To avoid this situation, the sync_wait state is additionally synchronized on the finish being returning successfully (avoiding the aforementioned race condition).

The changes introduced to NVIDIA#1683 (changing run_loop from a condition variable to atomics) introduced a stack-use-after-free when the task completion is happening on a different thread: `run_loop::finish` might cause `sync_wait_t::apply_sender` to return before scheduling the noop task, ending the lifetime of the queue before the noop task push could be finalized: - Thread 1 sets __finishing_ to true - Thread 2 observed __finishing is true, __noop_task hasn't been pushed yet and finishes successfully returns. - Thread 1 tries to push __noop_task to the queue, which now is out of scope. To avoid this situation, the sync_wait state is additionally synchronized on the `finish` being returning successfully (avoiding the aforementioned race condition).

copy-pr-bot · 2026-01-08T08:45:04Z

This pull request requires additional validation before any workflows can run on NVIDIA's runners.

Pull request vetters can view their responsibilities here.

Contributors can view more details about this message here.

ccotter · 2026-01-09T04:07:02Z

include/stdexec/__detail/__sync_wait.hpp

+
+      void wait() noexcept {
+        // Account for spurios wakeups
+        while (!__done_.load(stdexec::__std::memory_order_acquire)) {


There's still a use-after-free bug; a background thread can store true to __done_, then before it calls notify, the waiter thread may end up seeing __done_ is true and break (say, a spurious wakeup, or the wait had never reached the first iteration of the loop), then the sync_wait returns and destructs.

Btw, I don't think you need to loop here .. std::atomic::wait only returns when the value has changed, accounting for spurious wakeups (it has a loop internally).

I was able to detect this with Relacy, which I am in the process of updating to work with stdexec. The test is https://github.com/NVIDIA/stdexec/compare/main...ccotter:stdexec:sync-wait-rrd-bug?expand=1

To run the test, follow these instructions, except use this branch instead of relacy's main branch: dvyukov/relacy#33

I'm actually not sure how this can be addressed. In code like

exec::static_thread_pool pool{1}; { auto s = ex::schedule(pool.get_scheduler()) | ex::then([] { return 0; }); ex::sync_wait(s); }

when the background thread notifies the foreground thread to wake up and unblock, the communication channel (condition variable, atomic, other) may become destroyed when the sync_wait objects on the stack created by the foreground thread go out of scope. Whether the notifier uses done.store(true); done.notify_one(); or done = true; cv.notify();, I'm not sure how to ensure the foreground thread will wake up and continue, but only after the background thread has finishing doing the notification...

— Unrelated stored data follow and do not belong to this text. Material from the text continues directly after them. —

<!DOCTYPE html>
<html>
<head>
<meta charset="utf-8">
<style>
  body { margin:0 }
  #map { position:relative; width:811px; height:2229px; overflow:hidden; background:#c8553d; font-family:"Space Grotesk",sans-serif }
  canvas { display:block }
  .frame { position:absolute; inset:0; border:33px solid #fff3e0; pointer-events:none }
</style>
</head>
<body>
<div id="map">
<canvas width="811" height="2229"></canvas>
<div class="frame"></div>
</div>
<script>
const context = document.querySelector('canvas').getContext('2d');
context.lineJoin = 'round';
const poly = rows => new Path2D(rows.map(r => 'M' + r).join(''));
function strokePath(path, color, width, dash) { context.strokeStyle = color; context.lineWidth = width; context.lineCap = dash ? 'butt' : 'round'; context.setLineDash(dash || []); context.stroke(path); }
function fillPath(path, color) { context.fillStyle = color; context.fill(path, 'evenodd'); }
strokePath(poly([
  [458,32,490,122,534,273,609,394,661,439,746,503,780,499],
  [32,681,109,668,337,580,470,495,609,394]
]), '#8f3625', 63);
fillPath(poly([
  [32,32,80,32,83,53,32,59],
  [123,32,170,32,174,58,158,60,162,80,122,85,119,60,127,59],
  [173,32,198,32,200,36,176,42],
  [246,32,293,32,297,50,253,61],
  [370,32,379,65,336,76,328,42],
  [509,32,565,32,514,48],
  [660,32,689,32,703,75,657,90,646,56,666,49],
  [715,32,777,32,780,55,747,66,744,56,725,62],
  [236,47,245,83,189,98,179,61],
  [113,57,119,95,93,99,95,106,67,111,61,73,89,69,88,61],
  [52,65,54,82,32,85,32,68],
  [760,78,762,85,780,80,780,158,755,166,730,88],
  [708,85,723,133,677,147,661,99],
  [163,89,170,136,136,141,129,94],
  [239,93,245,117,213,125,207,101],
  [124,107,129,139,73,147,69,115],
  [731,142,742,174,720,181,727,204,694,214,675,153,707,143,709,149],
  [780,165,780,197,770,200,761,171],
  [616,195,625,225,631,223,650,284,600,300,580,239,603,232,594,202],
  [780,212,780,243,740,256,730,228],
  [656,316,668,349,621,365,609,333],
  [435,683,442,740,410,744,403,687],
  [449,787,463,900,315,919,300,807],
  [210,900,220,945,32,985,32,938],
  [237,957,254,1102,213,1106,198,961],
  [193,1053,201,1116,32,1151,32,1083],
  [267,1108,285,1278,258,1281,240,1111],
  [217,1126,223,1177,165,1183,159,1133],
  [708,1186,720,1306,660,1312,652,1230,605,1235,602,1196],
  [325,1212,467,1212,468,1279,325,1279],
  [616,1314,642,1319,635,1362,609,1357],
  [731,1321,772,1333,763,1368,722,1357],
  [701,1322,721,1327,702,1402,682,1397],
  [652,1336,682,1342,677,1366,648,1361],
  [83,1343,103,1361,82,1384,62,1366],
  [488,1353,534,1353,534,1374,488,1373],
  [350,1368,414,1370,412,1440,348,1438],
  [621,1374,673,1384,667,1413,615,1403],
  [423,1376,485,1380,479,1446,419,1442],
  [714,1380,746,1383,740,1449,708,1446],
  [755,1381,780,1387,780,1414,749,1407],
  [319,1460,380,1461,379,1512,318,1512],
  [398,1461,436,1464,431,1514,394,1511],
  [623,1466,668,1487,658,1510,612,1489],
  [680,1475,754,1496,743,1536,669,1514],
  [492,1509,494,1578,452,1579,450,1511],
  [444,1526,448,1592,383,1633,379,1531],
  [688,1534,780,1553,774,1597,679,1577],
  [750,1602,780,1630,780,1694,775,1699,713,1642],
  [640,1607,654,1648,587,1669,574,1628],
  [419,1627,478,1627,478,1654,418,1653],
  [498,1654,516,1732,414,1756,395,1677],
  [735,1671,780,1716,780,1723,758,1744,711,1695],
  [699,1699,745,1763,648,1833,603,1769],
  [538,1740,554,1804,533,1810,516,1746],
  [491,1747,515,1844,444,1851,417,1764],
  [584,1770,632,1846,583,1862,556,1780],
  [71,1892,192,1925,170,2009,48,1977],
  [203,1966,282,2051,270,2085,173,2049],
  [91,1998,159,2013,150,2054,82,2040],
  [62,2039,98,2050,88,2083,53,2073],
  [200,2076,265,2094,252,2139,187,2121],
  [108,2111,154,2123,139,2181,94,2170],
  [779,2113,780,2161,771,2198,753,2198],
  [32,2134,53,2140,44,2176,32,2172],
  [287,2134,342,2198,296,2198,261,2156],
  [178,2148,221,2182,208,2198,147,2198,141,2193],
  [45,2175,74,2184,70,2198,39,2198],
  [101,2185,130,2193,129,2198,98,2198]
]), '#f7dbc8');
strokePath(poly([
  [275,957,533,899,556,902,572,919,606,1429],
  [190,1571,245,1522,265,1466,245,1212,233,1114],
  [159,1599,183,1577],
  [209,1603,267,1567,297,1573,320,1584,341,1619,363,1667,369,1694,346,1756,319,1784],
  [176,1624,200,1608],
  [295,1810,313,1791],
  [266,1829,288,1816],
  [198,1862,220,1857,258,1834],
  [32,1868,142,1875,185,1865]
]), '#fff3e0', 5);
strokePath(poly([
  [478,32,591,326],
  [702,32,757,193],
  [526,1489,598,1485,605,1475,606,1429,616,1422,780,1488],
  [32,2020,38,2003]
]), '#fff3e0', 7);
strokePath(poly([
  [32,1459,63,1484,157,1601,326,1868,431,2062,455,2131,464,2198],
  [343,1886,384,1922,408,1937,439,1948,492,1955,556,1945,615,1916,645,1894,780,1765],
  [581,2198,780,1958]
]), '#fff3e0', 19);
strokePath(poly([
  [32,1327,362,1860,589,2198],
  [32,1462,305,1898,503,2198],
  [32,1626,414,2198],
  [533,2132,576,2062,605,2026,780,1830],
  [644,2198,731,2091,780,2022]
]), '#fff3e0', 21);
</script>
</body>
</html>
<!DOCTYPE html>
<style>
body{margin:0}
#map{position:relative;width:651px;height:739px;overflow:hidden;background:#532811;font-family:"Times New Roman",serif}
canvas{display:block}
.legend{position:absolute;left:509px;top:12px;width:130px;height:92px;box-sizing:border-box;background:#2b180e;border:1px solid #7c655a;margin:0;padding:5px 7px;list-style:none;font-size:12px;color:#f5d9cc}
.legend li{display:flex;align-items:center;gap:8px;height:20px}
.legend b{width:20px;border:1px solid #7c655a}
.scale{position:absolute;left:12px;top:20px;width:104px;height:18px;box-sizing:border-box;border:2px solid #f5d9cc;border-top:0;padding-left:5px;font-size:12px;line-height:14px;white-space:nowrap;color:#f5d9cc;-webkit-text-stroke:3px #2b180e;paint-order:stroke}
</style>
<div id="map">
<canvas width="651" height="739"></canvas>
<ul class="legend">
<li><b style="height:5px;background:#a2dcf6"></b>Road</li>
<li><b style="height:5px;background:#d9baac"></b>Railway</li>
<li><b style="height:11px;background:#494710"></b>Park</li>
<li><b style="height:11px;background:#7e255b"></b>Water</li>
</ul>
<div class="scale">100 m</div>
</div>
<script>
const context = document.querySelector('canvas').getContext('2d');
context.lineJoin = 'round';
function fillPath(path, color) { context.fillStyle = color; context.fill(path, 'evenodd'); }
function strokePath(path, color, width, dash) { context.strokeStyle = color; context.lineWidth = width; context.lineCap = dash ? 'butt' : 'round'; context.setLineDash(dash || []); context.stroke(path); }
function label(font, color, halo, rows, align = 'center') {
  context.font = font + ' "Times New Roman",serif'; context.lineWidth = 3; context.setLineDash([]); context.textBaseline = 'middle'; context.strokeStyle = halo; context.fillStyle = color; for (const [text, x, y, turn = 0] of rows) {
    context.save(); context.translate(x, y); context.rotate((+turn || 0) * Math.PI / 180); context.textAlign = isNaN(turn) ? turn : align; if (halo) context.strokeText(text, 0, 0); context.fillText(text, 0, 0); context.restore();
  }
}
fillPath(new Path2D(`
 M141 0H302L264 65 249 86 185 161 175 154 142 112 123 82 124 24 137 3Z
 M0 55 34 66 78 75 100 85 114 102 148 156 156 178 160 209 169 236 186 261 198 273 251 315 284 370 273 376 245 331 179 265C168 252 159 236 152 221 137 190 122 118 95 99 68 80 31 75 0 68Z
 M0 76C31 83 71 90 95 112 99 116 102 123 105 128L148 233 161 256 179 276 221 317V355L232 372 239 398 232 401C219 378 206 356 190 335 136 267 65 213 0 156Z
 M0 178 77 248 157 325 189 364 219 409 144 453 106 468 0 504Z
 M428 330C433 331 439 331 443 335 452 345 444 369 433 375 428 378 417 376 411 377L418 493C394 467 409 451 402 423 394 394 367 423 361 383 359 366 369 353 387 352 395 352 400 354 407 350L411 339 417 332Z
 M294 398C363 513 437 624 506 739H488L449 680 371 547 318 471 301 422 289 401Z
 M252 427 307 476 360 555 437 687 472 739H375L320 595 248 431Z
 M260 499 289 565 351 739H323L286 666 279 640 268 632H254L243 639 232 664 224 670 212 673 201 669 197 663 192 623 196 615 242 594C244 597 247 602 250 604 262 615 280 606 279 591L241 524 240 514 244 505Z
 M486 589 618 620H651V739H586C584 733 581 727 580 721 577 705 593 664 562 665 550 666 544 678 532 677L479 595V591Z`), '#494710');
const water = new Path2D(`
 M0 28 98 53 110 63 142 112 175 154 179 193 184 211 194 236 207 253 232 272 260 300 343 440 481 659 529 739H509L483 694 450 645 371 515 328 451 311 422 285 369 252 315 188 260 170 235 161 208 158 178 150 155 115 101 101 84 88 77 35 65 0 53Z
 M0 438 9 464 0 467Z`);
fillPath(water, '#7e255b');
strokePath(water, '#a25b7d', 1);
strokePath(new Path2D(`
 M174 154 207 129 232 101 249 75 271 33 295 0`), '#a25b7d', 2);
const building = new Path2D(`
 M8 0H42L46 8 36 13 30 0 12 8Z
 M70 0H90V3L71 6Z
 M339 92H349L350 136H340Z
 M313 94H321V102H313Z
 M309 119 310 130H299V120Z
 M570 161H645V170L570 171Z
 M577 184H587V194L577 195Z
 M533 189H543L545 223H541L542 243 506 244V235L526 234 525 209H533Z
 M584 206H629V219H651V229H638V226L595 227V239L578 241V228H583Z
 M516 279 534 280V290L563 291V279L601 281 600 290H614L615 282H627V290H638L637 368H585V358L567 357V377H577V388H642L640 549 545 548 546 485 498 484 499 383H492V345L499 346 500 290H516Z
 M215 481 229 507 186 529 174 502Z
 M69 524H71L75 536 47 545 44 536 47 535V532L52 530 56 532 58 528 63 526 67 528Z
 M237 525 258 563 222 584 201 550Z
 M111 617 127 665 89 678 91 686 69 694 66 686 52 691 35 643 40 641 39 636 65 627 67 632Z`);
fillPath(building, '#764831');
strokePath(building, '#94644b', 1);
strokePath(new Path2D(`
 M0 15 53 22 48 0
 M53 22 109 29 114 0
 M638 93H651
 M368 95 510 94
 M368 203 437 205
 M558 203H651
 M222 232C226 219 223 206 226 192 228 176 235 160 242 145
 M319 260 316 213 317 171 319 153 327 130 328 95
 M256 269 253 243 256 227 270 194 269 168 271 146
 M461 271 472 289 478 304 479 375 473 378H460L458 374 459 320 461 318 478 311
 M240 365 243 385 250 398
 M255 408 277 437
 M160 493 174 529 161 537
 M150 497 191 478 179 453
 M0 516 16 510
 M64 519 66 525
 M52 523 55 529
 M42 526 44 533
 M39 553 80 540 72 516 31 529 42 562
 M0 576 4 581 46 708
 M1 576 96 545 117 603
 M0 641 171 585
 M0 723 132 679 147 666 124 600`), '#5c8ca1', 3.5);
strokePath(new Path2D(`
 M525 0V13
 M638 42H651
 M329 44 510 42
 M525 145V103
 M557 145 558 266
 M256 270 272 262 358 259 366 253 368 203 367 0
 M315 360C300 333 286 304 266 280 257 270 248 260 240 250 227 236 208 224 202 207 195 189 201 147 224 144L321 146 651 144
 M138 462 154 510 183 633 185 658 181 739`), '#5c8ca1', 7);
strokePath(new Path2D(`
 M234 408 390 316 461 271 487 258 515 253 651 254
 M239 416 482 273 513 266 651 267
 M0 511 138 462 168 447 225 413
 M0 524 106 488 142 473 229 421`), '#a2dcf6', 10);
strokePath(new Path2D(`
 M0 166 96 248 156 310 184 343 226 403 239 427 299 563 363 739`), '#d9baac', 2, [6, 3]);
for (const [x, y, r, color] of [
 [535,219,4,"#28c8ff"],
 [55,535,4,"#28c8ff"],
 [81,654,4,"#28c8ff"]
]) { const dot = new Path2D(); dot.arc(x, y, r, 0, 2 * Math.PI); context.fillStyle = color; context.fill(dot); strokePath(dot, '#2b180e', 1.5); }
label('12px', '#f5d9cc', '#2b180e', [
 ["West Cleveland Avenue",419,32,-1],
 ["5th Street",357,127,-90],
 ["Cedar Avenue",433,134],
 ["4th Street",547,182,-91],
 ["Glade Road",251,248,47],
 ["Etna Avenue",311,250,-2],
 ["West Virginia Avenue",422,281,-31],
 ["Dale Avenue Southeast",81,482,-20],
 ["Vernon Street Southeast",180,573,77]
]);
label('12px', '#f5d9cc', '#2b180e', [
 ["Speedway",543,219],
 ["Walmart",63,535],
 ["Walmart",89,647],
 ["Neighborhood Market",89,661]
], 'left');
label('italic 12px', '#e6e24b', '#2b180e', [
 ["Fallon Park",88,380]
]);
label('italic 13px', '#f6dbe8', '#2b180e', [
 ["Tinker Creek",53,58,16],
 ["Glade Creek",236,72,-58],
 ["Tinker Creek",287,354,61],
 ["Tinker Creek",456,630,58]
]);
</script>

@lewissbaker - wondering if you might be able to shed some light on this .. I seem to have hit a mental dead end in not understanding how it's possible to to have a sync_wait() without allocating the internal run_loop on the heap, and giving a strong reference to the receiver to guarantee lifetime.

@ccotter The receiver is the one allocating the shared state (currently on the stack).
In fact, the code you mentioned above was very similar to the code where I detected the bug this fix is for (see here: https://github.com/olympus-robotics/hephaestus/blob/main/modules/concurrency/tests/context_tests.cpp#L96).
In fact, the solution I came up with should be actually safe. I don't have a full proof, but ran my testcase for around a million times.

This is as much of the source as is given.